Directx 11 porting & other changes

posted in Silviu Andrei's Journal

Published May 06, 2012

It's been a long time since my last post and therefore I will dedicate my first paragraph to coming up with lame excuses for it.
My only excuse actually, is that I had very little spare time since I moved to the US with my wife and I tried to use it for the development of my engine.

I focused mainly on porting everything from XNA to C++ / DirectX 11 and on optimizations. There are not so many new features in the new version except for the chromatic effect of shallow water due to light scattering inside the water body and the fact that the new version is much faster due to a lot of optimizations that I've made. The previous XNA version was doing about 21-23 fps in the most GPU intensive scenes whereas the new DX11 version is doing 50-55 fps easy in the same scenes and it is mostly CPU bound (the GPU is about 40% idle) which means there is a lot more processing space on the GPU for other things in the future. BTW, my dev machine is a laptop with a GeForce GTX 460M GPU so it's not exactly a top of the line GPU.
In the remainder of this post I will describe some of the major changes that I've made and some of the challenges that I encountered during the porting process.

Terrain generation

In the new version of my engine I moved a lot of calculations that were previously done using full-screen quads to compute shaders. One of these functionalities is the procedural terrain generation. I also thought I could take advantage of the integer math operations that are new in DX11 to compute the pseudo-random numbers directly in the compute shader instead of sampling a texture of precalculated values. I did that but I didn't notice any big improvement. I did not run a thorough test on this yet in order to give a final verdict but I suspect that calculating a random number is not much faster than sampling a texture with filtering disabled.

The Ocean

While porting the ocean code I also noticed that the FFT transforms could be done in a compute shader which should be a lot faster than the pixel shader approach that Brunetton used in his code and which I also used in the XNA version of the engine. By googling around, I stumbled upon the NVIDIA code provided in their FFT ocean demo from the NVIDIA SDK 11 which is a 2D radix-8 FFT algorithm. That means, it can only transform 2D maps that have both width and height as powers of 8, for example: 64x64, 512x512, 8096x8096 etc. The problem was that I was using a 256x256 wave spectrum which could not be transformed with the NVIDIA code. So, I had the option to either move to a 512x512 spectrum or use a radix-4 or radix-2 FFT transform. I searched the web for a compute shader implementation of a radix-2 or radix-4 transform but couldn't find anything. In conclusion, if I wanted to stick to the 256x256 spectrum, I had to write my own FFT code and I was in no mood of doing that. I tried that once and it gave me many days of headaches in which I managed to write a 1D radix-2 FFT but it was not easy. The complexity of FFT transform algorithms grows exponentially when you go from one dimension to 2 dimensions so I decided to move to a 512x512 map and use the NVIDIA code. I figured that if it would prove to be to slow, I would move to a 256x256 map later.
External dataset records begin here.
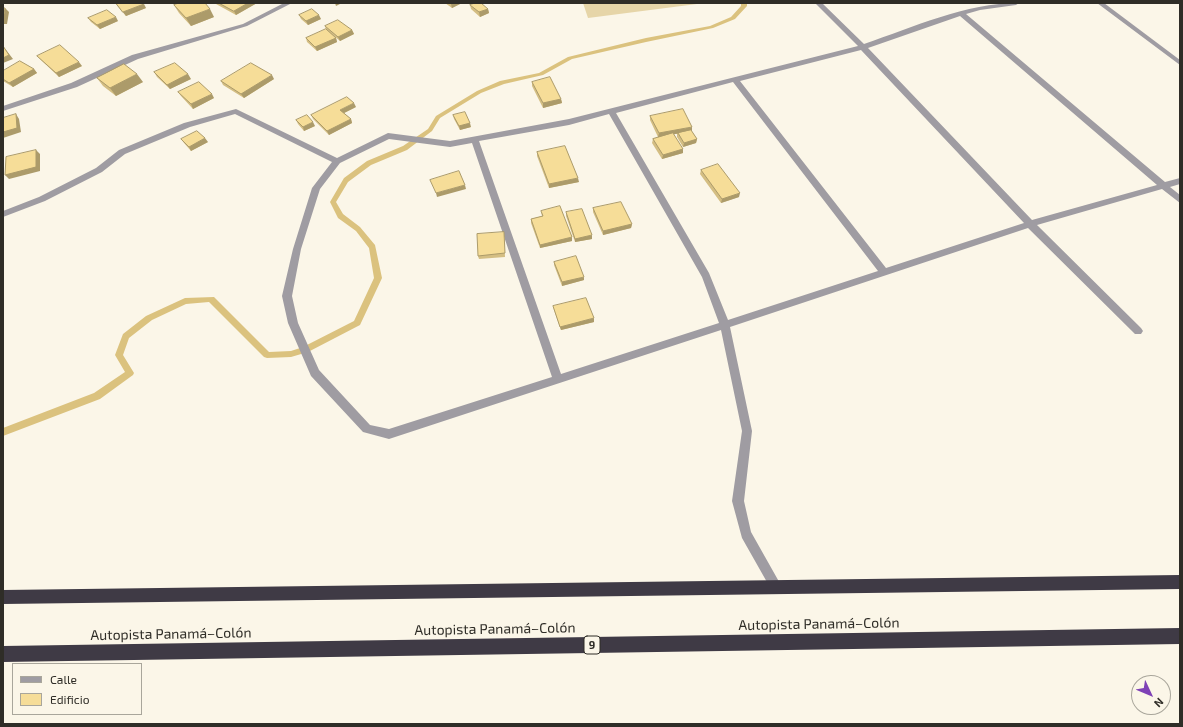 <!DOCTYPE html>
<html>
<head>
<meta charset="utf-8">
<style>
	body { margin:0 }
	#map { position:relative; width:1183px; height:727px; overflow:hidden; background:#fbf6e8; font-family:"Exo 2",sans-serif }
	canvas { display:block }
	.frame { position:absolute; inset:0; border:4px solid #2f2d27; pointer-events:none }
	.legend { position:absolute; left:12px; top:663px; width:130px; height:52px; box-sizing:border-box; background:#fbf6e8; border:1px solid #a9a69b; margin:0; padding:5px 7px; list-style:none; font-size:12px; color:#2f2d27 }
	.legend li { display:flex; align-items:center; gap:8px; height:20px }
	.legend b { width:20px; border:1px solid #a9a69b }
	.north { position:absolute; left:1131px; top:675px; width:40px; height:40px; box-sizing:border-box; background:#fbf6e8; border:1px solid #a9a69b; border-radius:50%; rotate:134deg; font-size:11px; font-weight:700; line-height:16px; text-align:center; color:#2f2d27 }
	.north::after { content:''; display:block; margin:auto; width:14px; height:18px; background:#7e41b6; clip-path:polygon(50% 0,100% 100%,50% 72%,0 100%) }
</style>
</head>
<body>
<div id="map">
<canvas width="1183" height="727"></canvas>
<div class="frame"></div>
<ul class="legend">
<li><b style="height:5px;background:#9f9ca2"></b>Calle</li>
<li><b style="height:11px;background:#f6dd98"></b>Edificio</li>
</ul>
<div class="north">N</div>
</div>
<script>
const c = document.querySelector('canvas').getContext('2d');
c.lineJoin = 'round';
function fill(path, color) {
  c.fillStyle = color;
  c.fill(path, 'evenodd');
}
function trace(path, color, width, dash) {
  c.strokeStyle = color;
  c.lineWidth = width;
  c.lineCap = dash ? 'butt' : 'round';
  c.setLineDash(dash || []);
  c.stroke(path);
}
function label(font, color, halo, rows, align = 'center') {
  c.font = font + ' "Exo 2",sans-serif';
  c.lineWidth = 3;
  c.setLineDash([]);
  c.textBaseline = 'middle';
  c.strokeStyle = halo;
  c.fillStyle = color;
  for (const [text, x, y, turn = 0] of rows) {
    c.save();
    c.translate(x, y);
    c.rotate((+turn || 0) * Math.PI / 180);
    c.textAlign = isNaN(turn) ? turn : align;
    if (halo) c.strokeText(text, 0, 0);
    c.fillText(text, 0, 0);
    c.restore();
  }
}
fill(new Path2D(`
	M583 3H696L697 4 588 18Z`), '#e6d5a8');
fill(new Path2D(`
	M741 3H747V6L735 19 713 28 646 42 572 59 543 75 504 84 481 93 440 118 432 131 407 150 371 165 348 182 336 202 343 214 360 227 375 245 382 278 360 325 308 352 291 357 267 358 264 357 209 302 186 304 152 320 129 338 123 355 134 373 133 375 100 399 3 436V428L94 393 125 372 115 355 123 334 146 316 185 298 214 297 269 352 291 351 303 347 354 321 374 278 369 248 356 231 338 218 330 202 344 178 367 161 403 146 428 129 436 116 477 91 500 81 539 73 568 57 646 38 710 26 731 17 741 6Z`), '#dbc27e');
fill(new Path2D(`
	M284 3H292L247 26 138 59 77 87 3 111V106L71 83 132 55 243 24Z
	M815 3H822L864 44C914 27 965 3 1019 3L1016 5 980 10 966 14 1165 182 1180 178V184L1170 187 1180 195V203L1162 189 1037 225 1141 328 1143 331 1141 334H1135L1028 228 730 327 752 431 744 501 751 532 782 587 780 591 776 593 772 591 742 538 732 501 742 431 721 330 389 439 363 432 311 376 288 323 282 296 293 249 312 188 332 162 235 114 190 127 125 154 102 172 45 201 3 217V211L39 197 96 168 119 150 184 123 236 109 337 158 388 133 450 141 569 119 858 46ZM960 16 1157 185 1032 220 868 48ZM861 50 1024 223 886 268 740 81ZM733 82 878 271 728 320 709 273 616 113ZM609 114 702 277 719 323 561 374 479 141 569 125ZM389 139 450 147 472 143 552 377 389 429 370 425 319 370 298 323 292 296 301 249 320 189 340 163Z
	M1097 3H1104L1180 60V65Z`), '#9f9ca2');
fill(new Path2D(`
	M1180 575V589L3 604V590Z
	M1180 628V644L3 662V646Z`), '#3f3a45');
fill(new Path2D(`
	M115 3 146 8 126 16Z
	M215 3H257L236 15 216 4Z
	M445 3H462L452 8Z
	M174 5 214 17 191 26 179 13Z
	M470 5 488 9 489 13 480 17 471 9Z
	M299 15 321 19 308 25 301 19Z
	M88 18 118 21 100 29 91 22Z
	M325 26 352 30 354 34 340 41 332 34 336 38 337 42 317 51 307 42 306 38 326 30Z
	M37 56 82 66 59 77 41 60Z
	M34 69 37 73 13 87 3 81V71Z
	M154 72 191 79 170 89 157 77Z
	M97 78 143 82 116 96 103 86Z
	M274 79 244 98 223 85 221 81Z
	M532 82 561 99 562 103 543 108 532 86Z
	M178 92 214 98 193 109 181 96Z
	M356 107 344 113 351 119 352 123 329 135 313 119 311 115Z
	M453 115 471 127 460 130 454 119Z
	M650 116 691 131 697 139 696 143 683 147 677 137V134H674L683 153 662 159 652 143 653 139 658 137 650 120Z
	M296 120 315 126 304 131 298 124Z
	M181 139 208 142 191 151 184 143Z
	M537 152 579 182 549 188 537 156Z
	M701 170 739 197 721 203 700 174Z
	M593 208 632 224 631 228 603 235 593 212Z
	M541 211 572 241 540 248 531 223V219L542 216Z
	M566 212 592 239 575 242 566 216Z
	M504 236 505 257 479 259 478 256Z
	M554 262 584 280 562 286 554 265Z
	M553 306 594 322 561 330 554 310Z`), '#d4be83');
fill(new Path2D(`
	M248 3H257L236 15 234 11Z
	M335 3H342L336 6Z
	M452 3H462L452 8 451 4Z
	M144 4 146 8 126 16 123 12Z
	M5 8 9 12 7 24H3V20Z
	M210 9 214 17 191 26 186 18Z
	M488 9 489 13 480 17 479 12Z
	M319 15 321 19 308 25 306 21Z
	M116 17 118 21 100 29 97 25Z
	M352 30 354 34 340 41 338 37Z
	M336 38 337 42 317 51 315 47Z
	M3 46 13 59 3 63Z
	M79 62 82 66 59 77 56 73Z
	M34 69 37 73 13 87 9 83Z
	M137 74 143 82 116 96 110 88Z
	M188 74 191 79 170 89 167 85Z
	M272 75 274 79 244 98 241 94Z
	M212 94 214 98 193 109 191 104Z
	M561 99 562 103 543 108V103Z
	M354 103 356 107 342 114 340 110Z
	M16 114 19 119 21 132 3 138V132Z
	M351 119 352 123 329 135 327 131Z
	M313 122 315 126 304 131 303 127Z
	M470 123 471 127 460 130 459 126Z
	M692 127V131L658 137 659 133Z
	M205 138 208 142 191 151 189 147Z
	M697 139 696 143 683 147 684 143Z
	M683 149V153L662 159 663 155Z
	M36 150 40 154V171L9 179 5 175Z
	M578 178 579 182 549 188V184Z
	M465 185 466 189 437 197 436 193Z
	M740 193 739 197 721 203 722 199Z
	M632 224 631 228 603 235V231Z
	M592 235V239L575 242V239Z
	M572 237V241L540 248V245Z
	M584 277V280L562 286V282Z
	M594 318V322L561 330 560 327Z`), '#ac9b6a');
const building = new Path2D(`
	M116 3H143L144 4 123 12Z
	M179 3H205L210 9 186 18 174 5Z
	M219 3H248L234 11Z
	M475 3H481L488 9 479 12 470 5Z
	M3 8H5L3 20Z
	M312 9 319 15 306 21 299 15Z
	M107 10 116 17 97 25 88 18Z
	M338 20 352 30 338 37 325 26Z
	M326 29 336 38 315 47 306 38Z
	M60 45 79 62 56 73 37 56Z
	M3 46 9 55 3 58Z
	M20 61 34 69 9 83 3 79V71Z
	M175 63 188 74 167 85 154 72Z
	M251 63 272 75 241 94 221 81Z
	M124 64 137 74 110 88 97 78Z
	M550 77 561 99 543 103 532 82Z
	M199 82 212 94 191 104 178 92Z
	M347 97 354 103 340 110 351 119 327 131 311 115Z
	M683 109 692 127 659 133 650 116Z
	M465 112 470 123 459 126 453 115Z
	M16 114 17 128 3 132V118Z
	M307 115 313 122 303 127 296 120Z
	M691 130 697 139 684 143 678 133Z
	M197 131 205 138 189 147 181 139Z
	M673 133 683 149 663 155 653 139Z
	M565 146 578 178 549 184 537 152Z
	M36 150V167L5 175 6 157Z
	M718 164 740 193 722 199 701 170Z
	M459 171 465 185 436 193 430 180Z
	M621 202 632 224 603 231 593 208Z
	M560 206 572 237 540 245 531 219 543 216 541 211Z
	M582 209 592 235 575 239 566 212Z
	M504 232 505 253 478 256 477 234Z
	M576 256 584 277 562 282 554 262Z
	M586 298 594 318 560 327 553 306Z`);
fill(building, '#f6dd98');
trace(building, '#ac9b6a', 1);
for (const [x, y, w] of [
	[592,645,16]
]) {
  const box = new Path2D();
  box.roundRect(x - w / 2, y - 9, w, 18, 3);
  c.fillStyle = '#fbf6e8';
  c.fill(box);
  trace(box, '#2f2d27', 1);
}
label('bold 11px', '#2f2d27', null, [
	["9",592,645]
]);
label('14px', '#2f2d27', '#fbf6e8', [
	["Autopista Panamá–Colón",819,624,-1],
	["Autopista Panamá–Colón",495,629,-1],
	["Autopista Panamá–Colón",171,634,-1]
]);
</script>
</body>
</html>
There was actually also another option. I noticed there is a new interface in the DX11 SDK called ID3DX11FFT. However, it seems that it can only transform one spectrum at a time and I have 6 of them. This means I would need to issue 6 transform commands whereas the NVIDIA FFT code can be modified easily to transform all 6 of them in one step. The NVIDIA FFT has also the advantage of using a radix-8 algorithm which means it only needs to issue 6 512x512 Dispatch calls for a 512x512 spectrum whereas a radix-2 FFT (like the one Brunetton used and which I suspect, the ID3DX11FFT interface also uses) would require 8 Dispatch calls of the same size for a 512x512 spectrum. I could also be wrong and the DX11 interface could be smarter than that and use a different radix algorithm for different spectrum sizes but I couldn't find anything on the web that describes how it works internally. It also appears that no one ever used it and that's just weird.
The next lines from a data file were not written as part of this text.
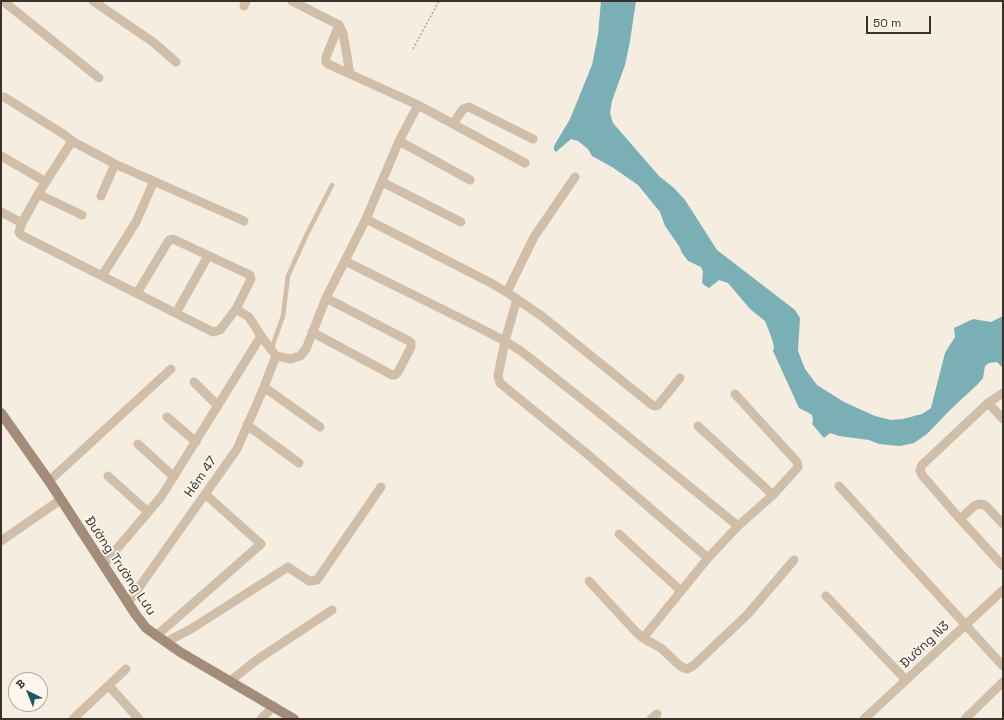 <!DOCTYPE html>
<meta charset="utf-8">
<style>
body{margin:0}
#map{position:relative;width:1004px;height:720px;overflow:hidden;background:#f5eddf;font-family:"Space Grotesk",sans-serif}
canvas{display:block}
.frame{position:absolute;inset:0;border:2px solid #3c312a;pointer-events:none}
.north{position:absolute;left:8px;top:672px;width:40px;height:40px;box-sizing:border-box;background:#fcf6ed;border:1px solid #afa79f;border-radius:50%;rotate:317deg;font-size:11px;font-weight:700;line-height:16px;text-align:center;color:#3c312a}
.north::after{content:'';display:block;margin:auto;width:14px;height:18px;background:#1a5863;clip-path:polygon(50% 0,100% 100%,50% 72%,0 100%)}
.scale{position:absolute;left:866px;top:16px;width:65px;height:18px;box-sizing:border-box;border:2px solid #3c312a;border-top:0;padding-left:5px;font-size:12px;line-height:14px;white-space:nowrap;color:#3c312a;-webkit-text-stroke:3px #fcf6ed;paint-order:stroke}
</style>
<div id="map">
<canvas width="1004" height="720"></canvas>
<div class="frame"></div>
<div class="north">B</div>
<div class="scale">50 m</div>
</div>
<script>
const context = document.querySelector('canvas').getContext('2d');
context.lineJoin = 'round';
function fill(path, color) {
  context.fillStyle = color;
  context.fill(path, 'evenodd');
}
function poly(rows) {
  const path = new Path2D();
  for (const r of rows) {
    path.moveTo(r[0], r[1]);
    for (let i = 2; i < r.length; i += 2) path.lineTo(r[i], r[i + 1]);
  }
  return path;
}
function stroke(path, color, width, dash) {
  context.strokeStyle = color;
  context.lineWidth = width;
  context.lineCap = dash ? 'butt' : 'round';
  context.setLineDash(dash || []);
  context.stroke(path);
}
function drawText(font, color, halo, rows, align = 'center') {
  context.font = font + ' "Space Grotesk",sans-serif';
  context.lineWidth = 3.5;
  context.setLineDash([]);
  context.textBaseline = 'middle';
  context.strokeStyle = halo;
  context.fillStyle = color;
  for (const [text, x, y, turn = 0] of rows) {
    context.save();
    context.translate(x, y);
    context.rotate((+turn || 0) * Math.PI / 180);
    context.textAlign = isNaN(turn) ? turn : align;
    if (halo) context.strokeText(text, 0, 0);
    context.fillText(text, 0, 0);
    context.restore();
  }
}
fill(poly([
 [601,1,636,1,630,41,625,65,612,101,610,113,613,123,659,176,674,188,685,200,717,250,795,310,800,318,798,351,805,369,817,385,844,402,875,416,891,420,903,419,922,414,931,408,945,353,955,337,954,328,973,319,991,322,1003,316,1003,368,997,362,989,363,985,366,983,378,977,385,951,409,928,433,914,443,900,446,889,445,879,444,869,440,839,436,830,433,824,438,812,424,813,420,812,415,807,412,799,408,773,351,774,347,772,339,765,321,750,309,728,283,719,280,709,288,704,285,702,282,703,272,701,267,688,261,682,253,679,246,665,226,660,212,638,185,612,167,592,156,588,149,578,141,571,139,556,152,554,150,554,146,570,119,592,65,598,35]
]), '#7bafb6');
stroke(poly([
 [413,49,439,1]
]), '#bca893', 1.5, [2, 2]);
stroke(poly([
 [271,350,283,316,288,276,306,236,332,185]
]), '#d0bea9', 4.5);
stroke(poly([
 [3,1,99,78],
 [93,1,153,42,176,62],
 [292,1,339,25,326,57,326,62,328,64,418,105,525,163],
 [244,6,246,1],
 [339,25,343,33,350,74],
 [4,97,65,135,72,141,38,194,22,223,19,232,21,235,213,332,220,330,236,309,249,317,261,336,276,356,291,359,300,356,306,349,326,298,366,219,399,141,418,105],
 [453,124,463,109,469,107,533,139],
 [72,141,115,164,244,221],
 [399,141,470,180],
 [1,156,46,182],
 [382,182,461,222],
 [38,194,82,215],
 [101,196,115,164],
 [1,212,22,223],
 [366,219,491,283,511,295,543,317,652,405,655,406,658,405,680,378],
 [345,261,472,324,505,341,521,351,592,407,738,526,708,558,643,638,636,632,589,581],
 [102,276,136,222,154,181],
 [507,292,534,237,575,177],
 [137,293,169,240,173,239,250,275,251,279,236,309],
 [517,299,505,341,498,376,500,383,586,453,708,558],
 [176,313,208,256],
 [312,332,392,375,395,375,398,372,411,347,411,343,409,341,326,298],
 [194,382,218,406],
 [264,387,320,427],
 [1003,393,988,403,922,465,920,470,922,475,960,519,1003,566],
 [735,394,797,462,798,467,773,495,738,526],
 [988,403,1003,419],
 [167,417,196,442],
 [247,425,299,463],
 [698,426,773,495],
 [138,444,174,477],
 [108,476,148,512],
 [49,481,171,369],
 [839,486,1003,666],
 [960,519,974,506,979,504,985,505,1003,524],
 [619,534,681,591],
 [1,541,60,500],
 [103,565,161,497,261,336],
 [826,596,906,680],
 [128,603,237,449,262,392,276,356],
 [156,636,261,544,205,494],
 [643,638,661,648,680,666,687,669,693,666,747,615,794,560],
 [166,642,191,629,288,567,309,581,317,580,381,487],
 [230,681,258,659,332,610],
 [109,686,139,719],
 [73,719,126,669],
 [261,719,274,706],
 [651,719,657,714],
 [864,719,1003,590],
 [965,719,1003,682]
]), '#d0bea9', 9);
stroke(poly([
 [1,413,49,481,136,615,146,628,180,652,294,719]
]), '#a48c7a', 10);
drawText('13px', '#3c312a', '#fcf6ed', [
 ["Hẻm 47",201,477,-55],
 ["Đường Trường Lưu",120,566,56],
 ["Đường N3",925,645,-43]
]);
</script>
Bottom line is, my new version uses a 512x512 spectrum transformed with a radix-8 FFT compute shader instead of a 256x256 spectrum transformed with a radix-2 pixel shader code and the new one is a lot faster. For the future, it would be interesting to experiment a bit with the DX11 FFT interface to see if it computes a 256x256 FFT transform faster than the NVIDIA code computes a 512x512 transform. I don' really need a 512x512 map, the gain in visual quality is negligible so I would prefer a 256x256 transform even if it's only 10% faster. I would also like to write my own radix-4 FFT code one day just for the sake of it and to prove to myself that I can do it

. On the other hand I fear I might waste too much valuable time doing it.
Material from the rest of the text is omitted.